What is a spread eagle?
A spread eagle is when an ice skater glides on two feet down the ice, but points the toes in opposite directions with the legs spread apart. The heels of the blades are lined up as the move glides down the ice in a straight line or on a curve.
There are inside spread eagles and outside spread eagles. Inside spread eagles are easier to do than outside spread eagles, because outside spread eagles are done on outside edges. A good spread eagle is done when the legs are completely straight, when the head is up, and when the rear is tucked in. Some figure skaters add arm movements to their spread eagles. Spread eagles, when done well, are a pleasure to watch.
Origin of the name
Most figure skaters and ice skating fans have no idea where the term spread eagle came from. The move actually got its name from the American Indians! In the 1800s, some Indians were brought to England. They entertained the elite classes with their war dances. Those Englishmen who were involved in figure skating noticed that one of the positions done by the Indians resembled a turned-out position that was being done on the ice. Shortly after that, the Indian "Spread-Eagle" war dance step became an official ice skating term and move!
Not everyone can do a spread eagle
Spread eagles look easy, but some very accomplished figure skaters are not able to do them. Many figure skaters just don't have the open hips that are necessary to do a good outside spread eagle. Most skaters can do small inside spread eagles, but there are a few people whose hips are so closed that even doing an inside spread eagle is impossible. Since spread eagles can't physically be done by every skater, they are not required at skating competitions and are considered connecting moves.
Famous figure skaters who do great spread eagles
2006 Olympic silver medalist ice dancer Ben Agosto does very strong spread eagles. What's impressive about Ben's spread eagles is that he does them while lifting his ice dancing partner, Tanith Belbin, in the air! Tanith has to trust Ben completely as she puts her body into twisted and stretched-out positions, and Ben has to maintain his balance and concentration as he lifts Tanith while spreading his legs and feet.
Denis Petukhov is another ice dancer that does spectacular spread eagles while lifting his wife and ice dance partner, Melissa Gregory. Olympic champion Brian Boitano and Olympic silver medalist Nancy Kerrigan do spectacular spread eagles. 2007 U.S. National Juvenile Boys Champion, Joshua Farris, is able to do an outside spread eagle right into a double axel, followed by another outside spread eagle!
Spread Eagle Exercises
No one is able to do a spread eagle immediately. Those who want to do them should do some exercises at the rail first.
While holding onto the rail, open up your legs, feet, and hips while putting the inside of your skates right at the edge of the rail.

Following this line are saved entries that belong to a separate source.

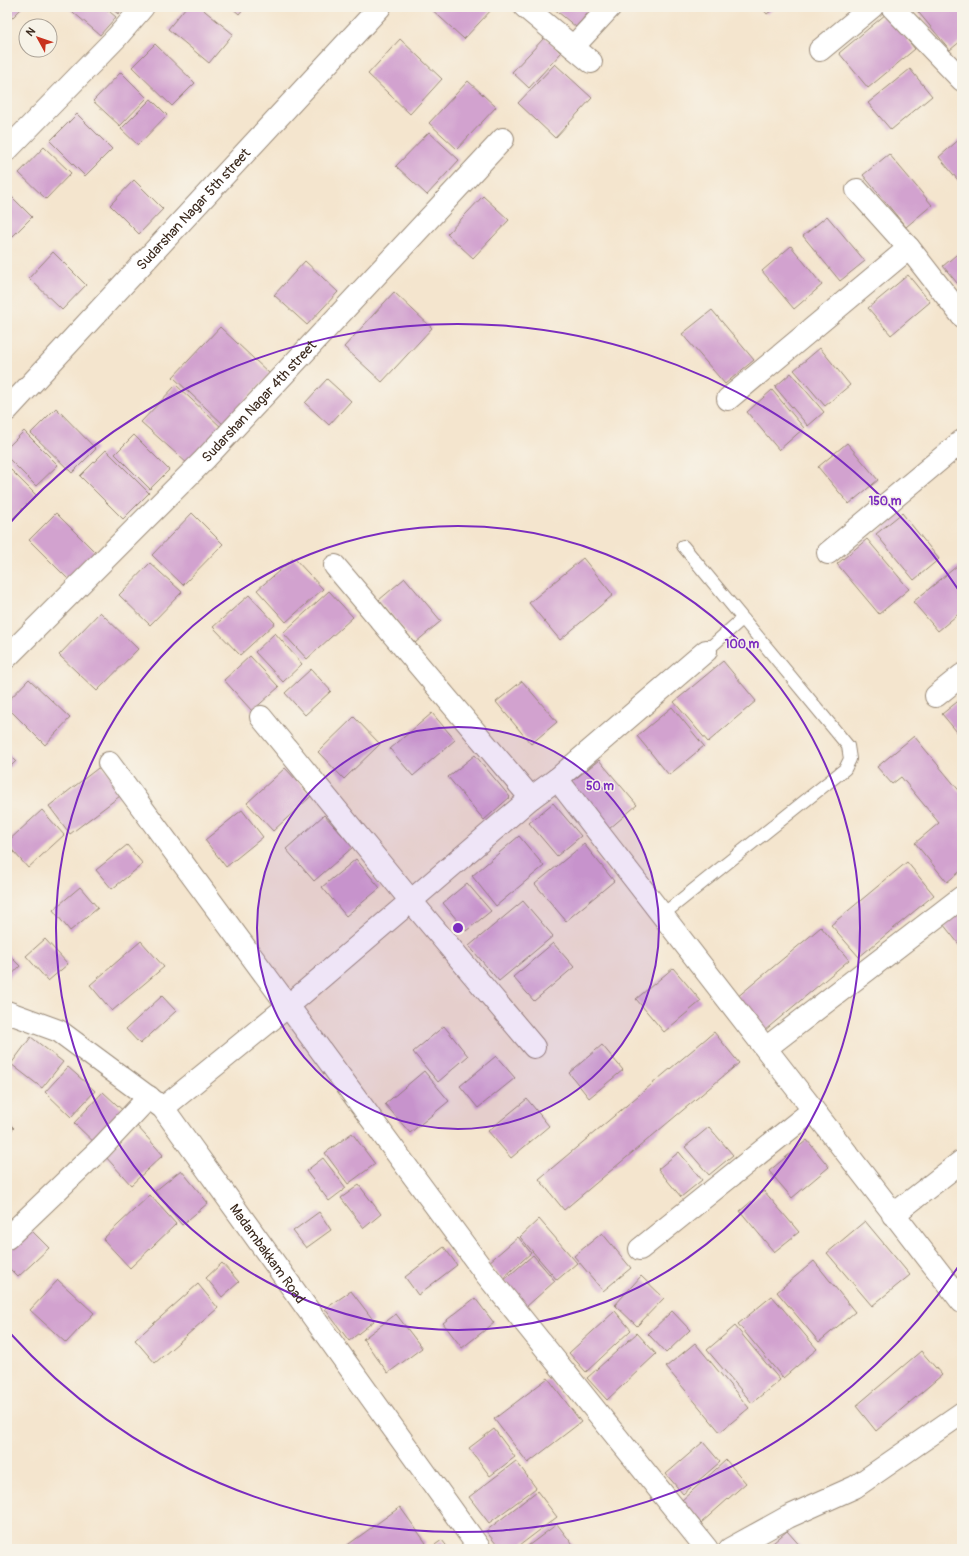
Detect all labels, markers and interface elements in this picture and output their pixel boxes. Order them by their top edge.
north arrow [18,18,58,58]
text: N [23,24,38,39]
street label: Sudarshan Nagar 5th street [133,144,254,273]
street label: Sudarshan Nagar 4th street [198,336,320,466]
text: 150 m [869,494,902,509]
text: 100 m [725,637,760,652]
text: 50 m [586,779,614,794]
centre of rings [451,921,465,935]
street label: Madambakkam Road [226,1200,309,1307]

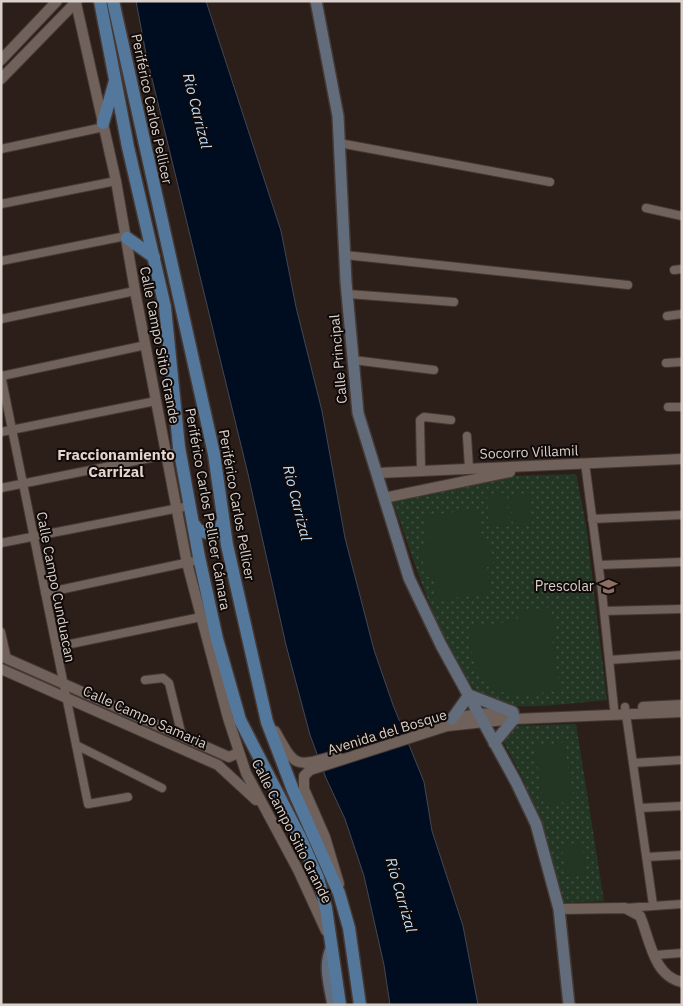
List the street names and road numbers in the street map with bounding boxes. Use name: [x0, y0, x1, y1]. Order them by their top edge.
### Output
street label: Periférico Carlos Pellicer: [127, 32, 177, 186]
street label: Calle Campo Sitio Grande: [136, 265, 184, 425]
street label: Calle Principal: [325, 313, 351, 404]
street label: Periférico Carlos Pellicer Cámara: [181, 407, 235, 612]
street label: Periférico Carlos Pellicer: [215, 428, 259, 582]
street label: Socorro Villamil: [479, 441, 579, 463]
street label: Calle Campo Cunduacan: [33, 510, 79, 664]
street label: Calle Campo Samaria: [80, 682, 210, 753]
street label: Avenida del Bosque: [325, 705, 449, 759]
street label: Calle Campo Sitio Grande: [248, 756, 336, 906]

Straighten both legs and push your hips completely forward and hold that position for at least twenty seconds.
Continue holding onto the rail, but move your feet about ten inches away and shoot each blade out on outside edges. Your feet must point in opposite directions, and the heels of each blade should be in line with each other.
Maintain that outside spread eagle position while holding onto the rail and use the rail to move yourself in one direction. Now move yourself down the rail in the other direction.

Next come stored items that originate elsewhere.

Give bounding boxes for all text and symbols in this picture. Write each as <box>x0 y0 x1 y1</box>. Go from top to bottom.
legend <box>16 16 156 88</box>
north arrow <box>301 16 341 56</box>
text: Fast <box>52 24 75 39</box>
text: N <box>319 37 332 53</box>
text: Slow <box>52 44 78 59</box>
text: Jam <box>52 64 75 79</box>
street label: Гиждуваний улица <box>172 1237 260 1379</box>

If you feel brave enough, now try the spread eagle without holding onto the rail. Don't forget to tuck in your rear!
Practice Makes Perfect
Spread eagles don't come easy, so figure skaters sometimes forget to practice them. Those who do practice them every time have a better chance of being able to do good ones consistently. Don't give up if you can't do a spread eagle right away. Remember, practice makes perfect!